Taking Care of Oneself
Taking care of oneself means exercising, eating healthy foods, eliminating addictions, getting a good night’s sleep, staying present in one’s body and letting go of abuse and abusive people. This also includes learning to set healthy boundaries, saying no when needed, and not feeling responsible for another person’s feelings or actions. This is a process that begins with self-love.
Substituting Self-Harm with Self-Care
For survivors in particular, self-injury can be a coping mechanism, a way to relieve stress and anxiety and a way of communicating when words are not available. The first step in eradicating self-harm is acknowledging the denial, becoming conscious of the self-harm and then removing the triggers.

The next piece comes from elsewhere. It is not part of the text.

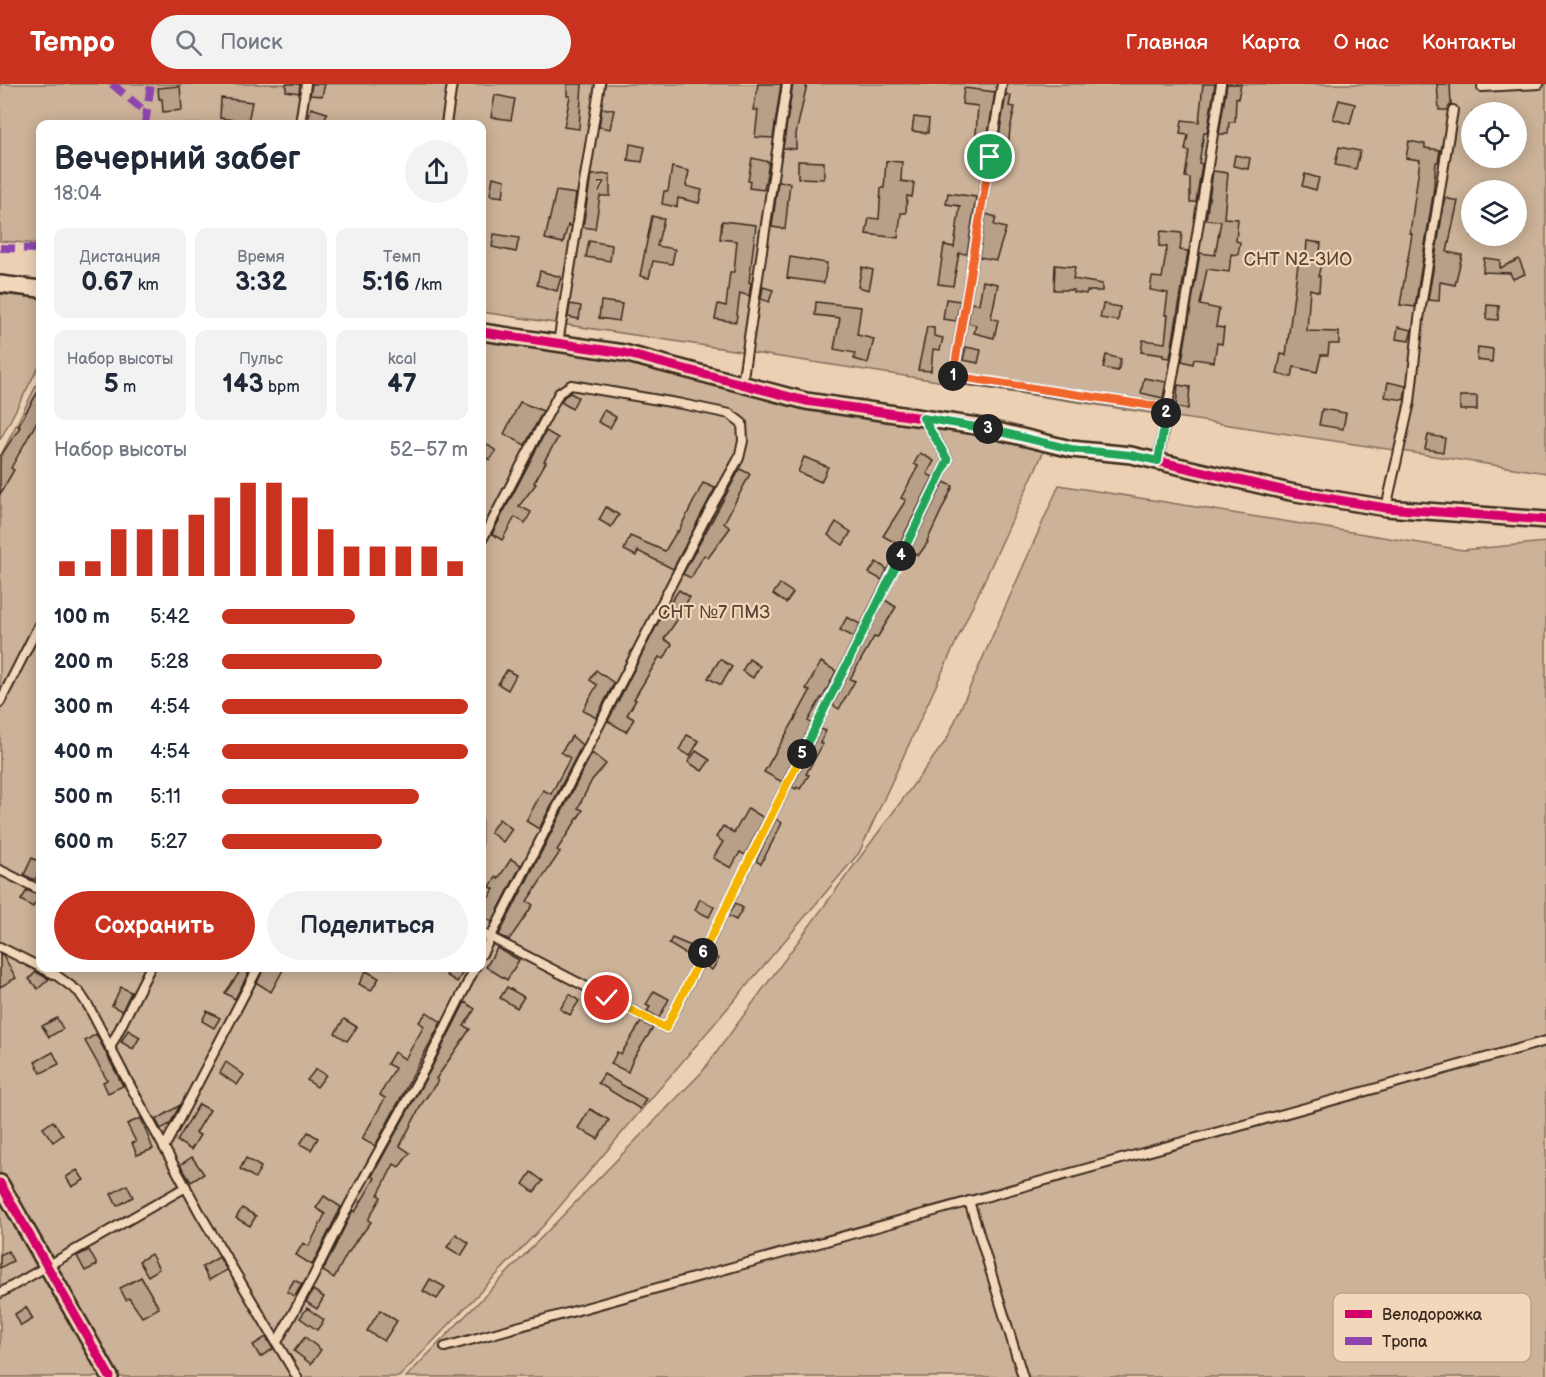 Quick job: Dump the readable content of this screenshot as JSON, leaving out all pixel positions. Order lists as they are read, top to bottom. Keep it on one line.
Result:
{"parks":["СНТ N2-ЗИО","СНТ №7 ПМЗ"],"house_numbers":["7"],"legend":["Велодорожка","Тропа"],"page":{"header":"Tempo","search":"Поиск","nav":["Главная","Карта","О нас","Контакты"],"heading":["Вечерний забег","18:04"],"stats":[["Дистанция","0.67 km"],["Время","3:32"],["Темп","5:16 /km"],["Набор высоты","5 m"],["Пульс","143 bpm"],["kcal","47"]],"pins":["1","2","3","4","5","6"],"chart":["Набор высоты","52–57 m"],"list":[{"name":"100 m","note":"5:42"},{"name":"200 m","note":"5:28"},{"name":"300 m","note":"4:54"},{"name":"400 m","note":"4:54"},{"name":"500 m","note":"5:11"},{"name":"600 m","note":"5:27"}],"buttons":["Сохранить","Поделиться"]}}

The next step is to substitute self-harm with self-care. Once a survivor understands how and when this behavior occurs, it can then be talked about, drawn, sung or journal led, and then the pressure to act physically may well diminish.
Journaling
Writing to vent anger can release repressed feelings and can also help a person to better understand what they are feeling at that given moment. Writing letters to the abusers, but not always sending them can help the survivor get in touch with the rage and why this happened to them. Another way of releasing anger is writing all the incidents of the abuse that happened, dealing with those feelings, and then with witnesses, burn the writings outdoors.

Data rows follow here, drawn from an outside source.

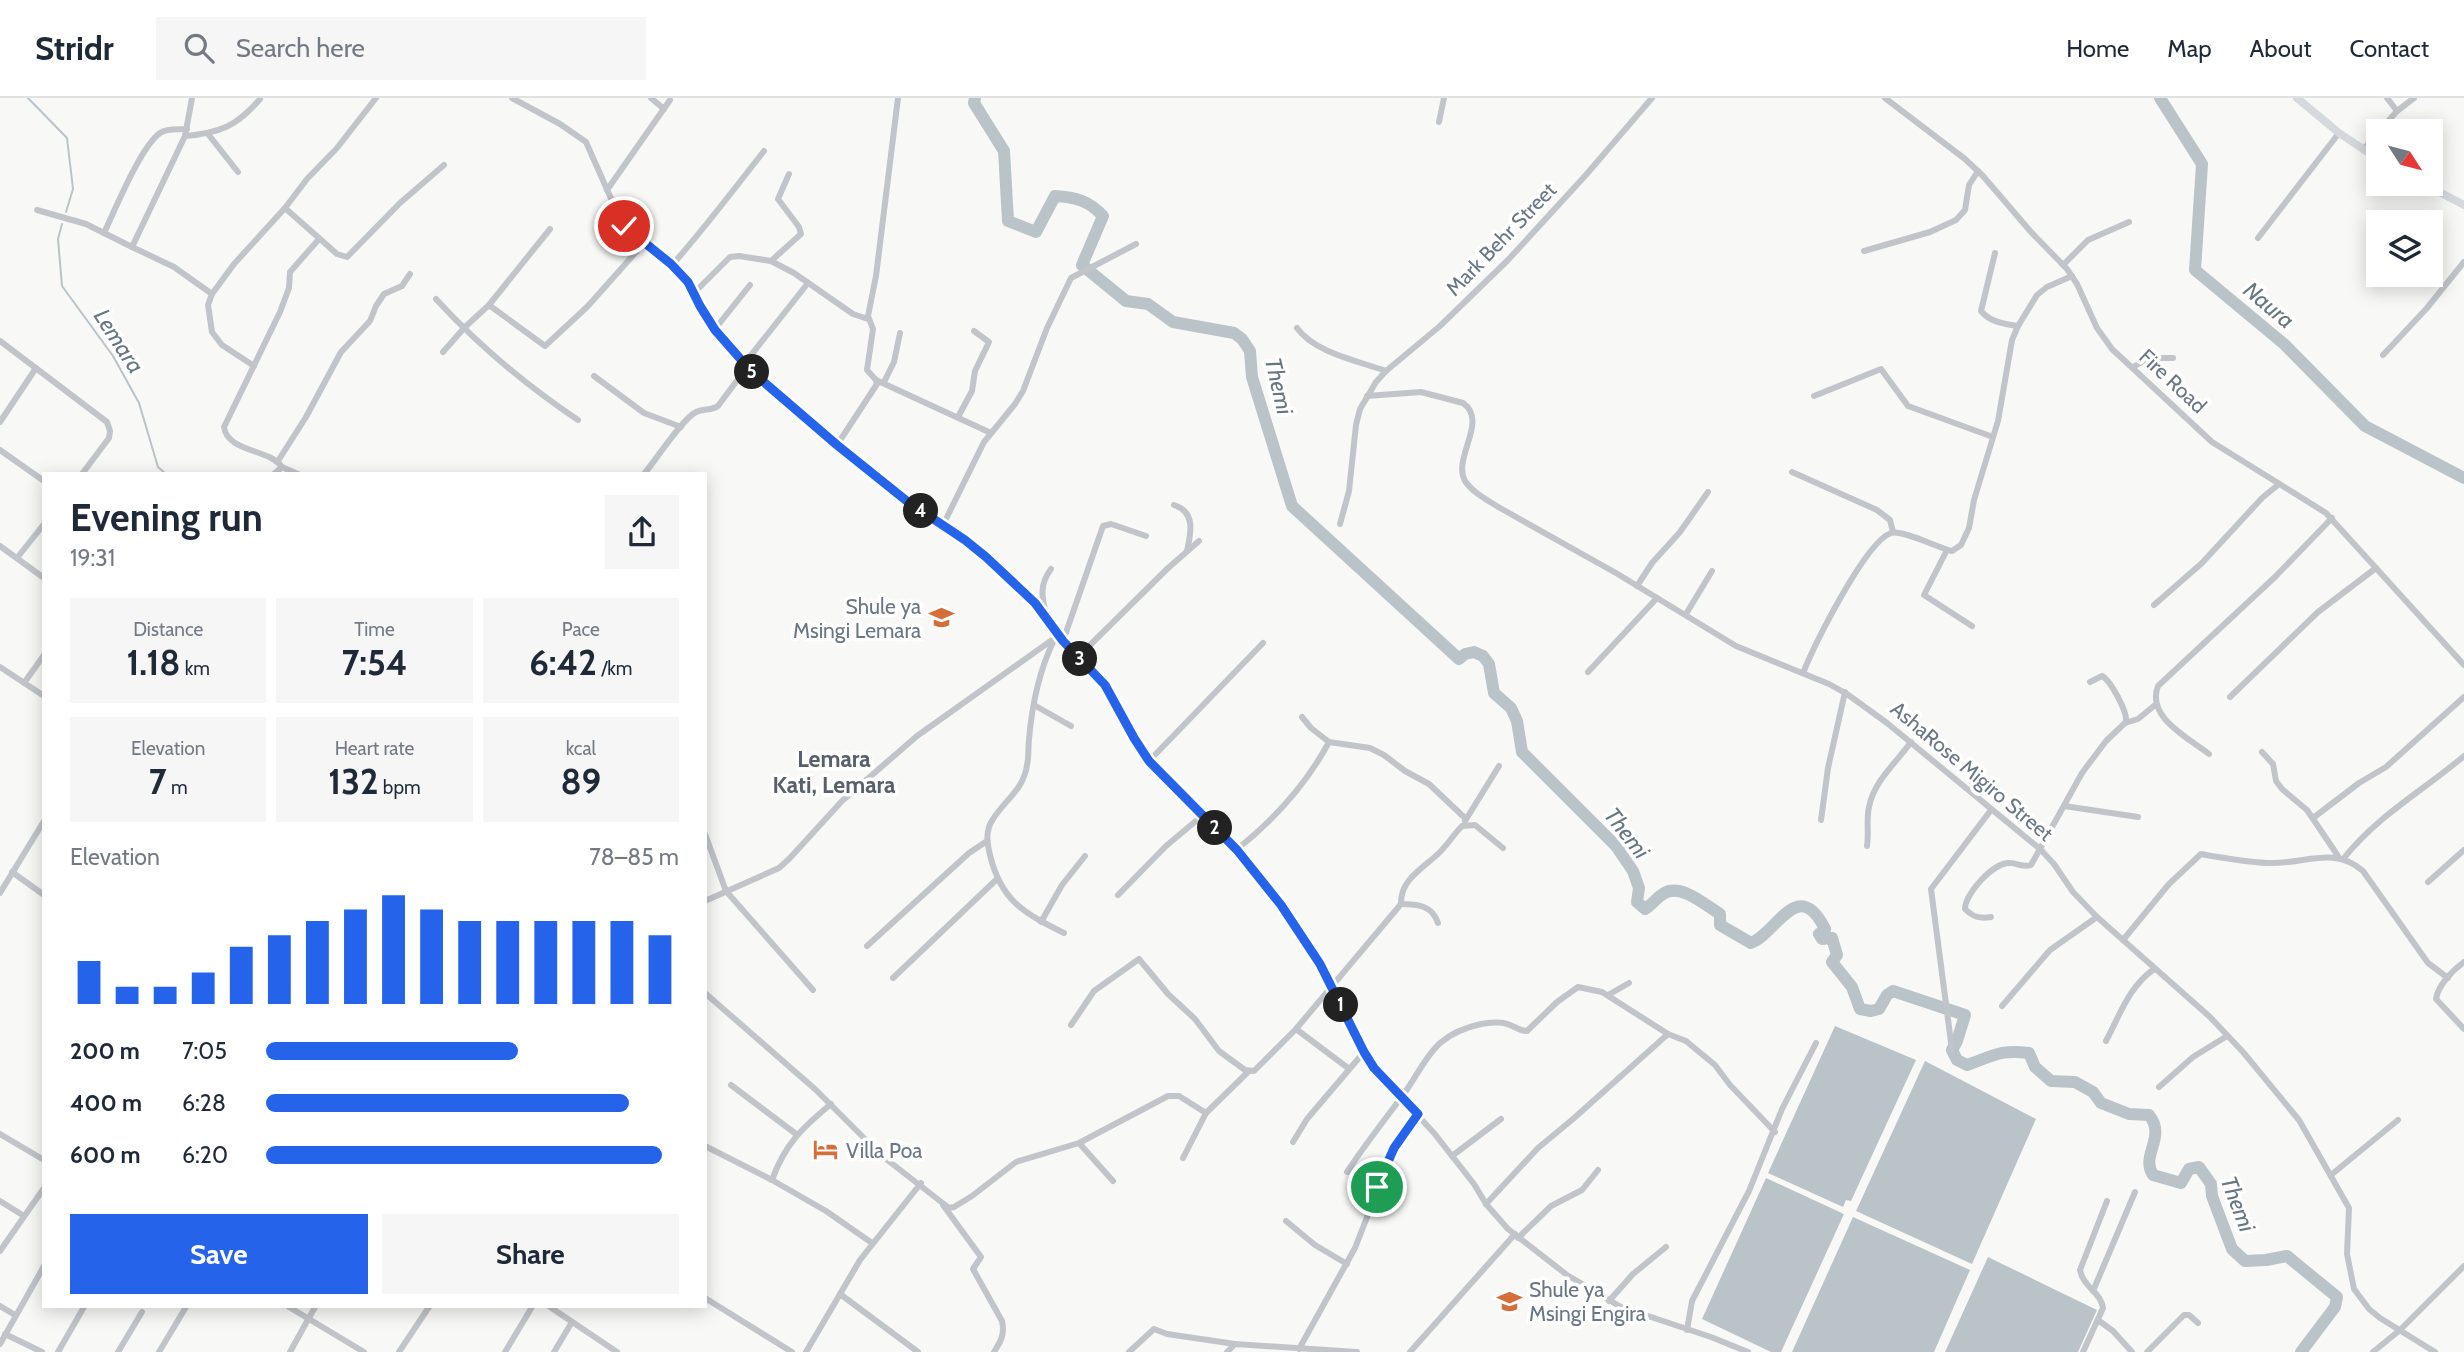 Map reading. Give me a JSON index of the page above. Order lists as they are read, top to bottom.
{
  "streets": {
    "street": ["Mark Behr Street", "Fire Road", "AshaRose Migiro Street"]
  },
  "crossings": [
    ["Mark Behr Street", "AshaRose Migiro Street"]
  ],
  "districts": ["Lemara Kati, Lemara"],
  "water": ["Naura", "Lemara", "Themi"],
  "places": {
    "school or university": ["Shule ya Msingi Lemara", "Shule ya Msingi Engira"],
    "hotel": ["Villa Poa"]
  },
  "north": "bottom right",
  "page": {
    "header": "Stridr",
    "search": "Search here",
    "nav": [
      "Home",
      "Map",
      "About",
      "Contact"
    ],
    "pins": [
      "5",
      "4",
      "3",
      "2",
      "1"
    ],
    "heading": ["Evening run", "19:31"],
    "stats": [
      ["Distance", "1.18 km"],
      ["Time", "7:54"],
      ["Pace", "6:42 /km"],
      ["Elevation", "7 m"],
      ["Heart rate", "132 bpm"],
      ["kcal", "89"]
    ],
    "chart": ["Elevation", "78–85 m"],
    "list": [
      {
        "name": "200 m",
        "note": "7:05"
      },
      {
        "name": "400 m",
        "note": "6:28"
      },
      {
        "name": "600 m",
        "note": "6:20"
      }
    ],
    "buttons": ["Save", "Share"]
  }
}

Reparenting and Learning to Love One’s Inner Child/Parts
Since survivors were never shown love growing up in an abusive home, it is important to establish a loving healthy relationship with one’s inner child/parts. Survivors treat themselves how they were treated in their family of origin. They have no idea what unconditional family love is and nothing to compare it to.
Viewing good parenting tapes such as John Bradshaw’s family tapes can help with this, as well as reading good children’s literature such as the Ramona series. This gives a better perspective of a normal family upbringing.
A survivor can learn to have fun in the playground, in the sand pit or on the swings which helps the little child/parts know they’re cared for and loved. Listening and supporting them establishes trust and lets them know they are not alone anymore and are loved.
Supportive Groups Led by Therapists
Learning to share in a supportive and non-threatening way in a group conducted by an experienced therapist who has worked with trauma, enables the survivor to learn trust, unconditional love, validation, and to know they are not alone.